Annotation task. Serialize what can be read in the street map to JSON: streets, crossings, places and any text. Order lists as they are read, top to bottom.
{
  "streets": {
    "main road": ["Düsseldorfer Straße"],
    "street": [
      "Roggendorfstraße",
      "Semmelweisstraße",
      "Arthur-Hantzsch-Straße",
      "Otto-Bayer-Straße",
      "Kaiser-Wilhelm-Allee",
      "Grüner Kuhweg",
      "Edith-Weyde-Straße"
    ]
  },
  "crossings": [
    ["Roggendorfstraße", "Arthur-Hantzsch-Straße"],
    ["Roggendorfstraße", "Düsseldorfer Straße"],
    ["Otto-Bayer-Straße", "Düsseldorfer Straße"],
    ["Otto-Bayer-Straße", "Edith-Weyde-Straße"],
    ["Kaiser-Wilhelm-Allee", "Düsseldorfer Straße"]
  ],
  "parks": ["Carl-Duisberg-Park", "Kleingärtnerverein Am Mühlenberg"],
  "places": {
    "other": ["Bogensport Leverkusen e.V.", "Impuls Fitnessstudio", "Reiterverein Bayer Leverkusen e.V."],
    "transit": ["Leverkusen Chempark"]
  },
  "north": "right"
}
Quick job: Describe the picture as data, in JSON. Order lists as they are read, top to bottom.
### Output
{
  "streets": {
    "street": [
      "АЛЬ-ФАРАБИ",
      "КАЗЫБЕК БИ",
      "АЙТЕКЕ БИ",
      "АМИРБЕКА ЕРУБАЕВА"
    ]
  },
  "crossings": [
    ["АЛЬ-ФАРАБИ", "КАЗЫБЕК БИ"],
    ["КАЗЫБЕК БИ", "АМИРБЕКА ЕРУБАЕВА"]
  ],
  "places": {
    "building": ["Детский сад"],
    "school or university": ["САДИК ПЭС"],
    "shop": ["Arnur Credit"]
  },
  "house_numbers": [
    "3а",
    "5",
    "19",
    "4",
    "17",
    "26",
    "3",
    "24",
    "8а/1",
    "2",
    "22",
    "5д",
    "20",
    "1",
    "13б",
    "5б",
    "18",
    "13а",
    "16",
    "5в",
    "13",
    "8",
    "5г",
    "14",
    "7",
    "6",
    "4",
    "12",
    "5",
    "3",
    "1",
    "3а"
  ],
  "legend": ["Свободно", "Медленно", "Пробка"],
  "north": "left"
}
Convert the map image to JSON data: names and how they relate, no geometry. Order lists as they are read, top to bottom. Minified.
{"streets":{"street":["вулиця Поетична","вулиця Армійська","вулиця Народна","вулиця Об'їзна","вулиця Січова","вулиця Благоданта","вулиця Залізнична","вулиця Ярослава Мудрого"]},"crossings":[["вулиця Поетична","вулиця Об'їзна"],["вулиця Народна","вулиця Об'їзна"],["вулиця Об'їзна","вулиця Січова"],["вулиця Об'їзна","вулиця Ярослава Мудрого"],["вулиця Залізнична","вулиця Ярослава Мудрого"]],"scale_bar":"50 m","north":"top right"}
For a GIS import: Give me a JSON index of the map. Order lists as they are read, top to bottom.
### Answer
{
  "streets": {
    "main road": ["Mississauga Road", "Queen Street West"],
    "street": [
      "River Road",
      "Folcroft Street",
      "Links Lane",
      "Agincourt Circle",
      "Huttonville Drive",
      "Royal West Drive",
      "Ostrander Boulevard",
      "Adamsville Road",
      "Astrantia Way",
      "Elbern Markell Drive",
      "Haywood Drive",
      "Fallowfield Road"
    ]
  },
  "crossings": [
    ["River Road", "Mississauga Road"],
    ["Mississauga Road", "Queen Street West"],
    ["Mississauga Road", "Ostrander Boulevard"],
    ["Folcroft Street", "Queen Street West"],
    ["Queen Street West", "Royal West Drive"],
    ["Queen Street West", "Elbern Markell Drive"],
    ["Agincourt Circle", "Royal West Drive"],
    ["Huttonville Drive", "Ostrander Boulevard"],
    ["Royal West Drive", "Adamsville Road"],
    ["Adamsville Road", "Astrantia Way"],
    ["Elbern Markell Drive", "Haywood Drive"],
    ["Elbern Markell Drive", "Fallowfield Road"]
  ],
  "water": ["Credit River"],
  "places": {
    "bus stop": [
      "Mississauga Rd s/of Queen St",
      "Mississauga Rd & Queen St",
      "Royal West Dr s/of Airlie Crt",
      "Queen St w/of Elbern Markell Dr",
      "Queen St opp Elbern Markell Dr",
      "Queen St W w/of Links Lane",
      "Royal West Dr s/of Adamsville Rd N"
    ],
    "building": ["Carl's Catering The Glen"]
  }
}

Work to complete. Reply with the complete records, restated exactly.

Solution for this task.
Annotation task. Serialize what can be read in the street map to JSON: streets, crossings, places and any text. Order lists as they are read, top to bottom.
{
  "streets": {
    "main road": ["Düsseldorfer Straße"],
    "street": [
      "Roggendorfstraße",
      "Semmelweisstraße",
      "Arthur-Hantzsch-Straße",
      "Otto-Bayer-Straße",
      "Kaiser-Wilhelm-Allee",
      "Grüner Kuhweg",
      "Edith-Weyde-Straße"
    ]
  },
  "crossings": [
    ["Roggendorfstraße", "Arthur-Hantzsch-Straße"],
    ["Roggendorfstraße", "Düsseldorfer Straße"],
    ["Otto-Bayer-Straße", "Düsseldorfer Straße"],
    ["Otto-Bayer-Straße", "Edith-Weyde-Straße"],
    ["Kaiser-Wilhelm-Allee", "Düsseldorfer Straße"]
  ],
  "parks": ["Carl-Duisberg-Park", "Kleingärtnerverein Am Mühlenberg"],
  "places": {
    "other": ["Bogensport Leverkusen e.V.", "Impuls Fitnessstudio", "Reiterverein Bayer Leverkusen e.V."],
    "transit": ["Leverkusen Chempark"]
  },
  "north": "right"
}
Quick job: Describe the picture as data, in JSON. Order lists as they are read, top to bottom.
### Output
{
  "streets": {
    "street": [
      "АЛЬ-ФАРАБИ",
      "КАЗЫБЕК БИ",
      "АЙТЕКЕ БИ",
      "АМИРБЕКА ЕРУБАЕВА"
    ]
  },
  "crossings": [
    ["АЛЬ-ФАРАБИ", "КАЗЫБЕК БИ"],
    ["КАЗЫБЕК БИ", "АМИРБЕКА ЕРУБАЕВА"]
  ],
  "places": {
    "building": ["Детский сад"],
    "school or university": ["САДИК ПЭС"],
    "shop": ["Arnur Credit"]
  },
  "house_numbers": [
    "3а",
    "5",
    "19",
    "4",
    "17",
    "26",
    "3",
    "24",
    "8а/1",
    "2",
    "22",
    "5д",
    "20",
    "1",
    "13б",
    "5б",
    "18",
    "13а",
    "16",
    "5в",
    "13",
    "8",
    "5г",
    "14",
    "7",
    "6",
    "4",
    "12",
    "5",
    "3",
    "1",
    "3а"
  ],
  "legend": ["Свободно", "Медленно", "Пробка"],
  "north": "left"
}
Convert the map image to JSON data: names and how they relate, no geometry. Order lists as they are read, top to bottom. Minified.
{"streets":{"street":["вулиця Поетична","вулиця Армійська","вулиця Народна","вулиця Об'їзна","вулиця Січова","вулиця Благоданта","вулиця Залізнична","вулиця Ярослава Мудрого"]},"crossings":[["вулиця Поетична","вулиця Об'їзна"],["вулиця Народна","вулиця Об'їзна"],["вулиця Об'їзна","вулиця Січова"],["вулиця Об'їзна","вулиця Ярослава Мудрого"],["вулиця Залізнична","вулиця Ярослава Мудрого"]],"scale_bar":"50 m","north":"top right"}
For a GIS import: Give me a JSON index of the map. Order lists as they are read, top to bottom.
### Answer
{
  "streets": {
    "main road": ["Mississauga Road", "Queen Street West"],
    "street": [
      "River Road",
      "Folcroft Street",
      "Links Lane",
      "Agincourt Circle",
      "Huttonville Drive",
      "Royal West Drive",
      "Ostrander Boulevard",
      "Adamsville Road",
      "Astrantia Way",
      "Elbern Markell Drive",
      "Haywood Drive",
      "Fallowfield Road"
    ]
  },
  "crossings": [
    ["River Road", "Mississauga Road"],
    ["Mississauga Road", "Queen Street West"],
    ["Mississauga Road", "Ostrander Boulevard"],
    ["Folcroft Street", "Queen Street West"],
    ["Queen Street West", "Royal West Drive"],
    ["Queen Street West", "Elbern Markell Drive"],
    ["Agincourt Circle", "Royal West Drive"],
    ["Huttonville Drive", "Ostrander Boulevard"],
    ["Royal West Drive", "Adamsville Road"],
    ["Adamsville Road", "Astrantia Way"],
    ["Elbern Markell Drive", "Haywood Drive"],
    ["Elbern Markell Drive", "Fallowfield Road"]
  ],
  "water": ["Credit River"],
  "places": {
    "bus stop": [
      "Mississauga Rd s/of Queen St",
      "Mississauga Rd & Queen St",
      "Royal West Dr s/of Airlie Crt",
      "Queen St w/of Elbern Markell Dr",
      "Queen St opp Elbern Markell Dr",
      "Queen St W w/of Links Lane",
      "Royal West Dr s/of Adamsville Rd N"
    ],
    "building": ["Carl's Catering The Glen"]
  }
}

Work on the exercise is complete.